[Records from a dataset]
• • • •
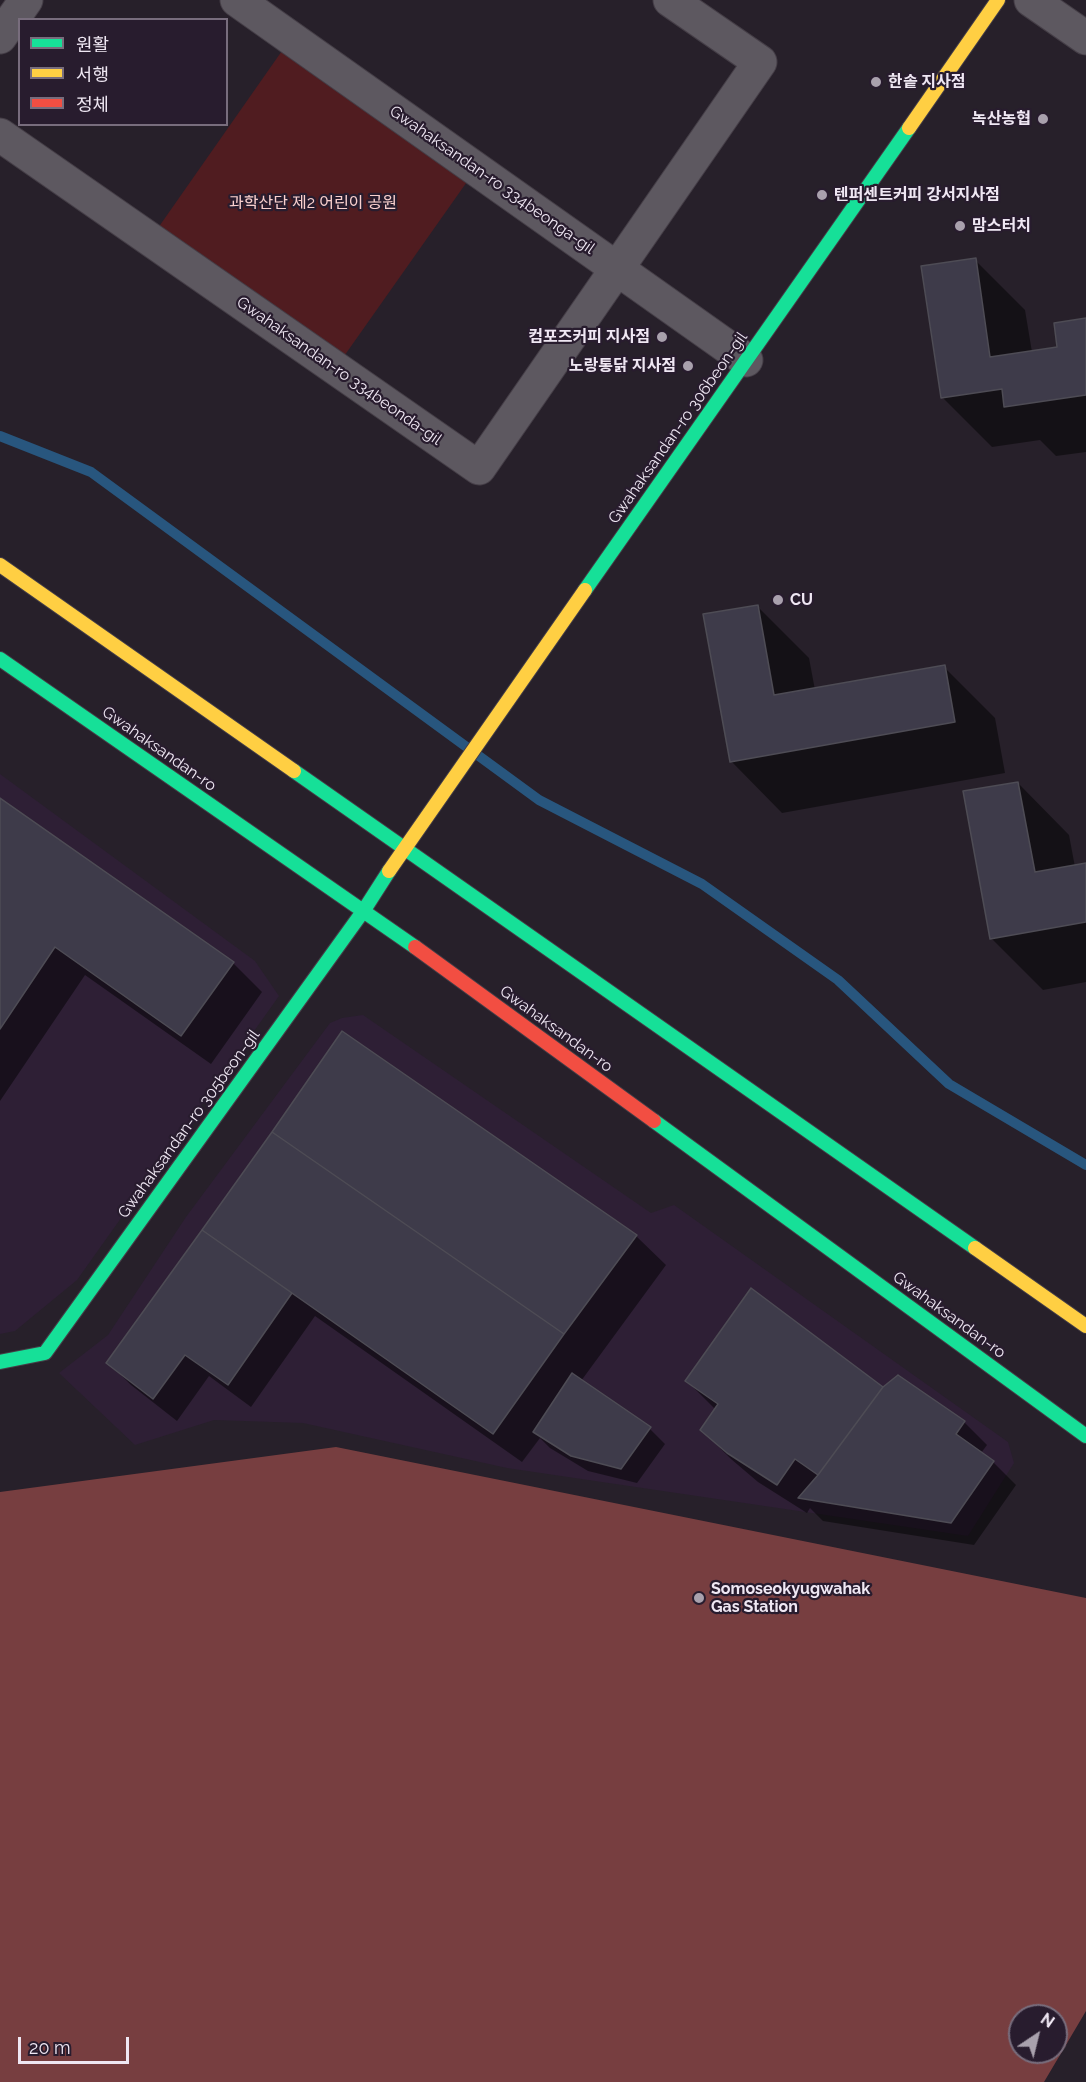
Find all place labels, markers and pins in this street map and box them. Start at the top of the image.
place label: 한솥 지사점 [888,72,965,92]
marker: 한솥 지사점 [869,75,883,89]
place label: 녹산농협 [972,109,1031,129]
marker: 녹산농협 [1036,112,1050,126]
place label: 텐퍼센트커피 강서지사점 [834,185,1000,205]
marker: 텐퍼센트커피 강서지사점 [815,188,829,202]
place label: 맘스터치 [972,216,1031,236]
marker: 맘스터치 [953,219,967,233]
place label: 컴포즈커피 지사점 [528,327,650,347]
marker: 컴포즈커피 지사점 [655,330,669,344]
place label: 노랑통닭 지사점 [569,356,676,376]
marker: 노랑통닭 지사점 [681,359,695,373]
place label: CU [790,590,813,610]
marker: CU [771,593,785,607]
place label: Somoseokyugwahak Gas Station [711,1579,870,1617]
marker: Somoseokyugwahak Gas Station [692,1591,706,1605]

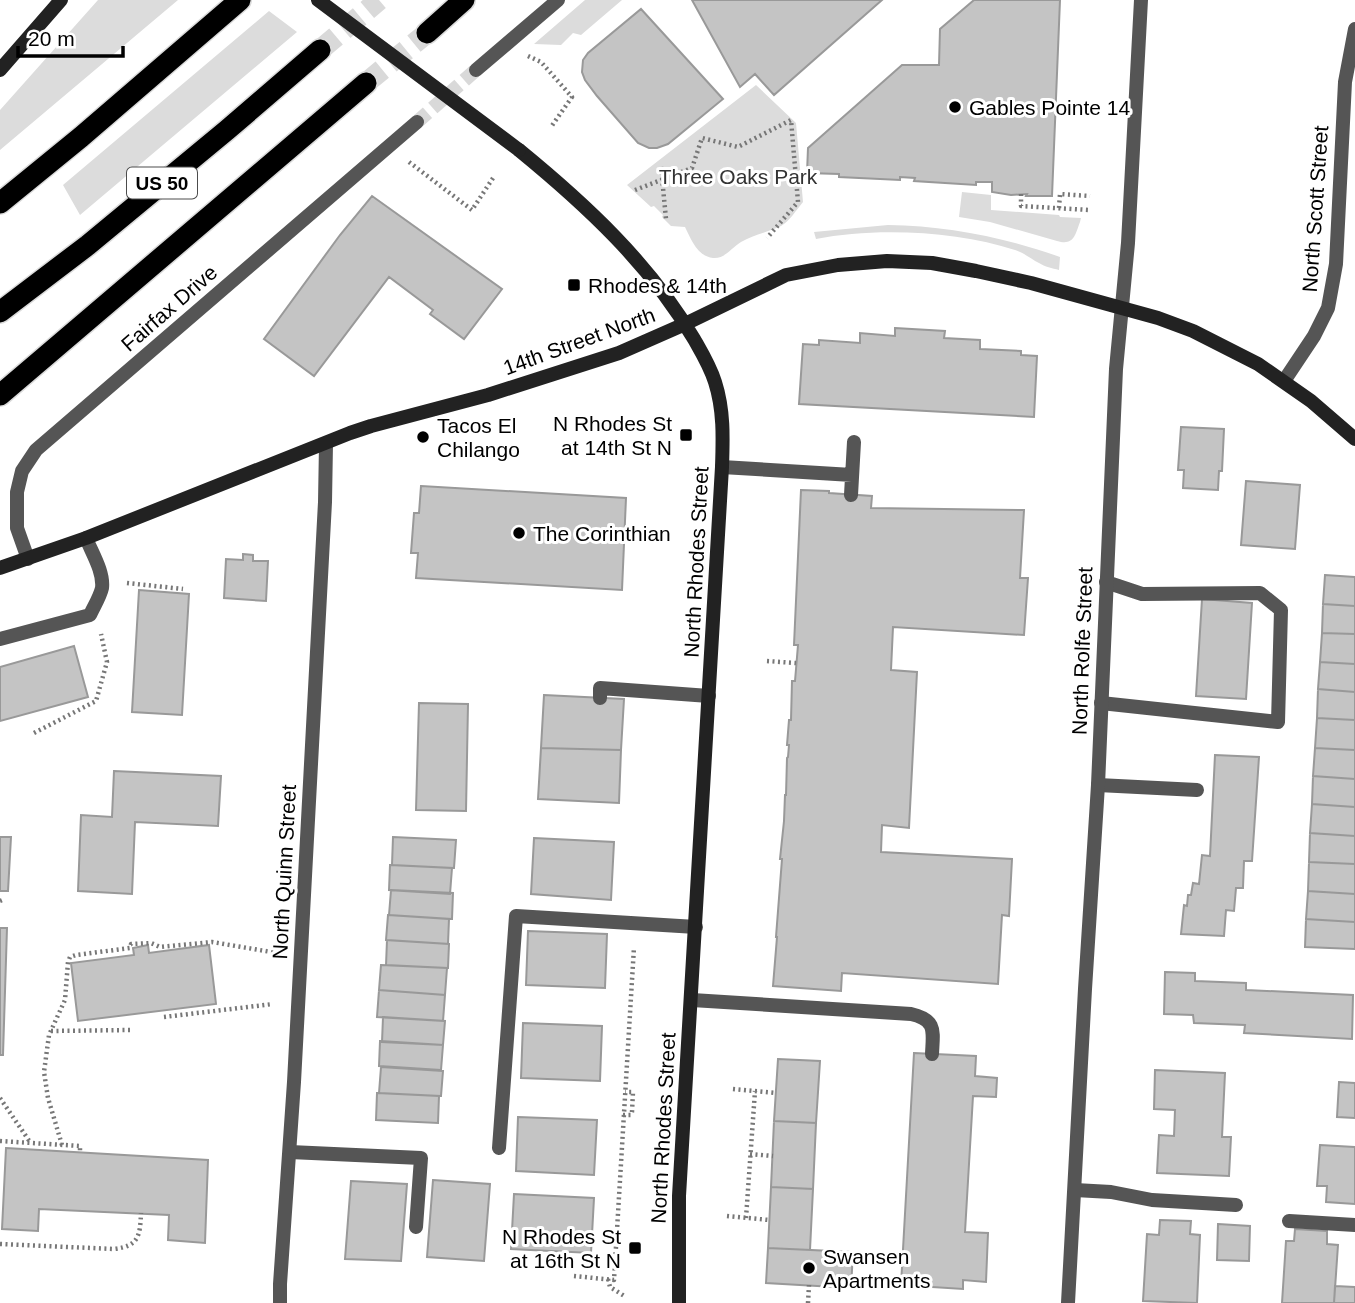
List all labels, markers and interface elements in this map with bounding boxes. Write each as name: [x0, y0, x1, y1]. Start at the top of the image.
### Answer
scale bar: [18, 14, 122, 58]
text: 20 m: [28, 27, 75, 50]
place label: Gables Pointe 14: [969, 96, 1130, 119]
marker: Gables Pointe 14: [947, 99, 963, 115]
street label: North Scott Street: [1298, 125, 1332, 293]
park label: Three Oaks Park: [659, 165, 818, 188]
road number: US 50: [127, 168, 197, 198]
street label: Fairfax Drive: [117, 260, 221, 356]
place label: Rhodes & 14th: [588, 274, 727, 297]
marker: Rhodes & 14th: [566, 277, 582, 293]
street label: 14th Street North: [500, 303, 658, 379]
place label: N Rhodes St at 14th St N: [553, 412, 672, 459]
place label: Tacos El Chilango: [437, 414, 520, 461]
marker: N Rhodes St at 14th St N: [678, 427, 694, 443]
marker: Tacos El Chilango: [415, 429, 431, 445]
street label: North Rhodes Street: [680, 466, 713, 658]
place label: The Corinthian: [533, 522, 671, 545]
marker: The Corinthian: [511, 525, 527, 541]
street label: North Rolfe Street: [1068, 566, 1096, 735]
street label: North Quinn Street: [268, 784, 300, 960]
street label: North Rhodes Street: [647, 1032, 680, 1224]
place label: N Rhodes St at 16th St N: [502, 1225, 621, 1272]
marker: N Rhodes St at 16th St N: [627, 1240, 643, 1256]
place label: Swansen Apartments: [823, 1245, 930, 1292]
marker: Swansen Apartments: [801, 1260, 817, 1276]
• • • •
Assigned task:
Could you set down exactly the lines above, from the one containing "List all labels, markers" through the last, including both and nothing else?

Answer box:
List all labels, markers and interface elements in this map with bounding boxes. Write each as name: [x0, y0, x1, y1]. Start at the top of the image.
### Answer
scale bar: [18, 14, 122, 58]
text: 20 m: [28, 27, 75, 50]
place label: Gables Pointe 14: [969, 96, 1130, 119]
marker: Gables Pointe 14: [947, 99, 963, 115]
street label: North Scott Street: [1298, 125, 1332, 293]
park label: Three Oaks Park: [659, 165, 818, 188]
road number: US 50: [127, 168, 197, 198]
street label: Fairfax Drive: [117, 260, 221, 356]
place label: Rhodes & 14th: [588, 274, 727, 297]
marker: Rhodes & 14th: [566, 277, 582, 293]
street label: 14th Street North: [500, 303, 658, 379]
place label: N Rhodes St at 14th St N: [553, 412, 672, 459]
place label: Tacos El Chilango: [437, 414, 520, 461]
marker: N Rhodes St at 14th St N: [678, 427, 694, 443]
marker: Tacos El Chilango: [415, 429, 431, 445]
street label: North Rhodes Street: [680, 466, 713, 658]
place label: The Corinthian: [533, 522, 671, 545]
marker: The Corinthian: [511, 525, 527, 541]
street label: North Rolfe Street: [1068, 566, 1096, 735]
street label: North Quinn Street: [268, 784, 300, 960]
street label: North Rhodes Street: [647, 1032, 680, 1224]
place label: N Rhodes St at 16th St N: [502, 1225, 621, 1272]
marker: N Rhodes St at 16th St N: [627, 1240, 643, 1256]
place label: Swansen Apartments: [823, 1245, 930, 1292]
marker: Swansen Apartments: [801, 1260, 817, 1276]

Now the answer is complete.